§ **What the task asks**:
The data below is to be retyped exactly, line by line.
#####
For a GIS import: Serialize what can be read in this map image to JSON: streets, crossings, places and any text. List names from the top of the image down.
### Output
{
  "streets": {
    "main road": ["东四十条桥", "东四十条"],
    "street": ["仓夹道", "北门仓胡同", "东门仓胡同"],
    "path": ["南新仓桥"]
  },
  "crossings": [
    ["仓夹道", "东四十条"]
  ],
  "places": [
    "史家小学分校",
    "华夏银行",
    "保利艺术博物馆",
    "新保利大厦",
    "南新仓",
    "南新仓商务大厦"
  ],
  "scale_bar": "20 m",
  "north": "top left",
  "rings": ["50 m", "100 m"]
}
#####
§ **Written reply**:
For a GIS import: Serialize what can be read in this map image to JSON: streets, crossings, places and any text. List names from the top of the image down.
### Output
{
  "streets": {
    "main road": ["东四十条桥", "东四十条"],
    "street": ["仓夹道", "北门仓胡同", "东门仓胡同"],
    "path": ["南新仓桥"]
  },
  "crossings": [
    ["仓夹道", "东四十条"]
  ],
  "places": [
    "史家小学分校",
    "华夏银行",
    "保利艺术博物馆",
    "新保利大厦",
    "南新仓",
    "南新仓商务大厦"
  ],
  "scale_bar": "20 m",
  "north": "top left",
  "rings": ["50 m", "100 m"]
}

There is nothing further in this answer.